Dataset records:
........

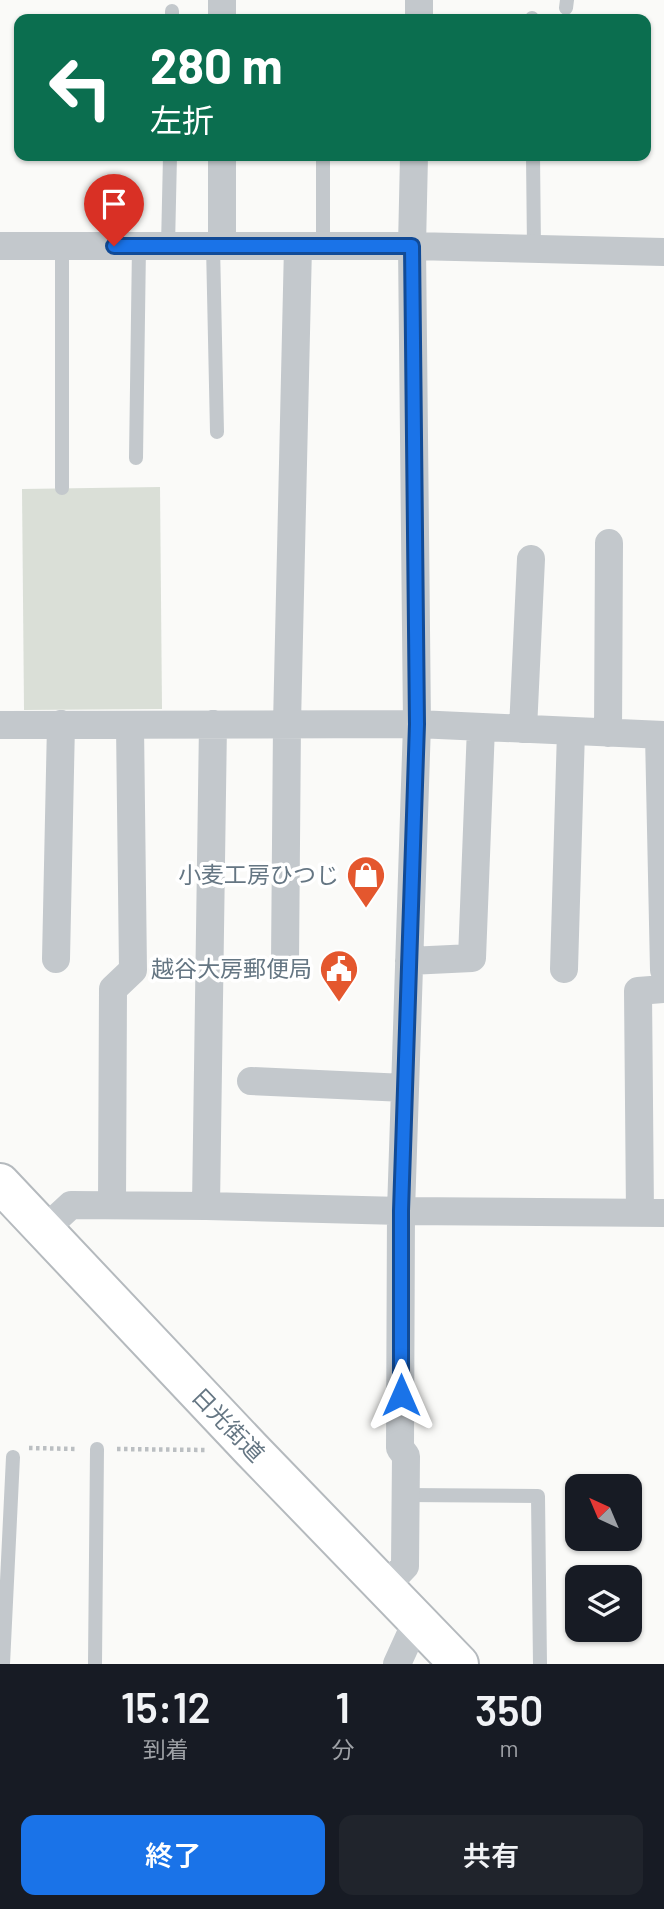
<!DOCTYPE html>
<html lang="ja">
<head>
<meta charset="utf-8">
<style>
	body { margin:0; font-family:Barlow,"Noto Sans JP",sans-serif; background:#20242c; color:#f1f3f6; height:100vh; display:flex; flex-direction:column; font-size:26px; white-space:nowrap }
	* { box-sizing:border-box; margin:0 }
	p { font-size:23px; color:#9ea1a6 }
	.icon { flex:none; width:38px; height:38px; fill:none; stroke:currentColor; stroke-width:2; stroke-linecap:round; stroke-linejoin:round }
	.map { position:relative; height:1664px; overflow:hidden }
	.details { display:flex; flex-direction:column; background:#171b24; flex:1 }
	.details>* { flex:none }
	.guide { position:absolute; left:14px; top:14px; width:637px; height:147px; border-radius:14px; box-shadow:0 2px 5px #0004; background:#0b6e4f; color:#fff; overflow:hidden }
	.needle { width:46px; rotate:316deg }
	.controls { position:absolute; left:565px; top:1474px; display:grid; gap:14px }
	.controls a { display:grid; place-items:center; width:77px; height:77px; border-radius:14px; background:#171b24; box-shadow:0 2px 5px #0004; font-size:35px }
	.pin { position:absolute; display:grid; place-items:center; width:60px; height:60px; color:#fff; margin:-72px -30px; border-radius:50% 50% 50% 0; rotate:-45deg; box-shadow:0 0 7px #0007 }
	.pin .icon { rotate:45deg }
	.me { position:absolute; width:77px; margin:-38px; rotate:0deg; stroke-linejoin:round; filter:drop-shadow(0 0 5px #0008) }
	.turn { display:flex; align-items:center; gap:24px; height:147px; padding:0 21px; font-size:32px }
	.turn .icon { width:91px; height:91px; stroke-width:2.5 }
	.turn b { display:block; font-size:49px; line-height:60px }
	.eta { display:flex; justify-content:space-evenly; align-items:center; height:119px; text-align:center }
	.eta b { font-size:42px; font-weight:600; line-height:49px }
	.cta { display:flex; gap:14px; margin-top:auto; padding:14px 21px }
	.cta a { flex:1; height:80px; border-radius:14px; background:#1a73e8; color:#fff; font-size:28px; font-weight:600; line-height:80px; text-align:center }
	.cta a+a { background:#20242c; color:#f1f3f6 }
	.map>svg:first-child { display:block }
</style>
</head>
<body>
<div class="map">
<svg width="664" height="1664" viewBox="0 0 664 1664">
	<rect width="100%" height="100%" fill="#fafaf8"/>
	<path fill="#dadfd7" d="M 160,487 L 162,709 L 24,710 L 22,489 Z"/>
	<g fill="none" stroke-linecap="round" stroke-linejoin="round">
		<g stroke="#b5babe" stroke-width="42">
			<path id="primary" d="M 0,1183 L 252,1450 L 459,1664"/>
		</g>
		<path stroke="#bbbfc2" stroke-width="4.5" stroke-dasharray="3.5 3.5" stroke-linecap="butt" d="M 29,1448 L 77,1449
			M 117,1449 L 206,1450"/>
		<path stroke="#c3c8cc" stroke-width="14" d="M 566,8 L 567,0
			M 532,18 L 532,19
			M 172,19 L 172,11
			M 533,156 L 534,249
			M 62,246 L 62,488
			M 168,246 L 170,156
			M 213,246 L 217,432
			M 323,246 L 323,156
			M 136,458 L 139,246
			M 407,1495 L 538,1496 L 540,1664
			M 3,1664 L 13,1457
			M 95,1664 L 97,1449"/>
		<path stroke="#c3c8cc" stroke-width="28" d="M 222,0 L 222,19
			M 419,19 L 419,0
			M 222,156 L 222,246
			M 0,246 L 412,246 L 664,252
			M 0,725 L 417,724 L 664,735
			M 523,729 L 531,559
			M 608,733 L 609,543
			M 659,735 L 664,970
			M 56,959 L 61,724
			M 409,961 L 472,958 L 481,727
			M 285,962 L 287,724 L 298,246
			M 564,969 L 571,731
			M 251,1081 L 405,1088
			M 112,1204 L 113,989 L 133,970 L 130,725
			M 206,1206 L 213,724
			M 640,1213 L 638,991 L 664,989
			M 44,1230 L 71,1205 L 206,1206 L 401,1211 L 664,1213
			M 385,1587 L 405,1566 L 406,1456 L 400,1448 L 401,1211 L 417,724 L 412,246 L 414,156
			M 397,1664 L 417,1620"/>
		<use href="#primary" stroke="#fff" stroke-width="38"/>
	</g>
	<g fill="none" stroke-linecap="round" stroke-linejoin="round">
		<g stroke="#114b97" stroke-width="18">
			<path id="route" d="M 114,246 L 412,246 L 417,724 L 401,1211 L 401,1395"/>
		</g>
		<use href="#route" stroke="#1a73e8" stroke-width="12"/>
	</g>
	<defs>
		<g id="shop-pin" transform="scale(2.0125)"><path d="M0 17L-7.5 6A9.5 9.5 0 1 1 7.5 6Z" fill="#e4572e" stroke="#fff"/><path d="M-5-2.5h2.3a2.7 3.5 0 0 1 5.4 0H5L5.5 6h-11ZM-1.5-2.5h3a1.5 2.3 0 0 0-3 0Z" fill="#fff"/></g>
		<g id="civic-pin" transform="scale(2.0125)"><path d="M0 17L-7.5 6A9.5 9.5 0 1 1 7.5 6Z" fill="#e4572e" stroke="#fff"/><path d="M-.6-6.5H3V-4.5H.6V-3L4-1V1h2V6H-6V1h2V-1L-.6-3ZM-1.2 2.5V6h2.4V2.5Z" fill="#fff"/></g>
	</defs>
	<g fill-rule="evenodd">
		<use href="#shop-pin" x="366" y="875"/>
		<use href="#civic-pin" x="339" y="969"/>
	</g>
	<g text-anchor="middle" stroke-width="7" stroke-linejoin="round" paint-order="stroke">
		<g font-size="23" fill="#657683" stroke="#fff" text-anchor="end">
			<text x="339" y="883">小麦工房ひつじ</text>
			<text x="312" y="977">越谷大房郵便局</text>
		</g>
		<g font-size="23" fill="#657683" stroke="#fff">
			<text transform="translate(228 1425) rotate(46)" y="8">日光街道</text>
		</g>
	</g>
</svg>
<div class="controls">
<a><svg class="needle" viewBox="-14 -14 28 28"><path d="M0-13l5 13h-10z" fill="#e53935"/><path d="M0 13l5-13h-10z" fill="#9ea1a6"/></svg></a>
<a><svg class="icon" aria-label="layers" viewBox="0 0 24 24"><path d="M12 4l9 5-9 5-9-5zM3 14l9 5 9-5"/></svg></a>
</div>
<div class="pin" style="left:114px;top:246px;background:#d93025"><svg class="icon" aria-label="arrive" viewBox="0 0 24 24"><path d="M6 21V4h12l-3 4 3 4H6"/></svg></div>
<svg class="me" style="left:401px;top:1395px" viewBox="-20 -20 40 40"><path d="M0-17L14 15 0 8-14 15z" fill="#1a73e8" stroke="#fff" stroke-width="4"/></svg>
<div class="guide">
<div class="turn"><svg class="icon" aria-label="left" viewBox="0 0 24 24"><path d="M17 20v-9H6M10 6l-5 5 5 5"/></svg><div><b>280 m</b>左折</div></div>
</div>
</div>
<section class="details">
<div class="eta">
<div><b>15:12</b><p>到着</p></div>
<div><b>1</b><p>分</p></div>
<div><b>350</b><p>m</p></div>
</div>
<div class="cta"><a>終了</a><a>共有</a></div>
</section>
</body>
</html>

........

▶ _YOUR ASSIGNMENT_
Wherever a line above contains the string "shadow", copy that line.

▶ _PROBLEM SOLUTION_
	.guide { position:absolute; left:14px; top:14px; width:637px; height:147px; border-radius:14px; box-shadow:0 2px 5px #0004; background:#0b6e4f; color:#fff; overflow:hidden }
	.controls a { display:grid; place-items:center; width:77px; height:77px; border-radius:14px; background:#171b24; box-shadow:0 2px 5px #0004; font-size:35px }
	.pin { position:absolute; display:grid; place-items:center; width:60px; height:60px; color:#fff; margin:-72px -30px; border-radius:50% 50% 50% 0; rotate:-45deg; box-shadow:0 0 7px #0007 }
	.me { position:absolute; width:77px; margin:-38px; rotate:0deg; stroke-linejoin:round; filter:drop-shadow(0 0 5px #0008) }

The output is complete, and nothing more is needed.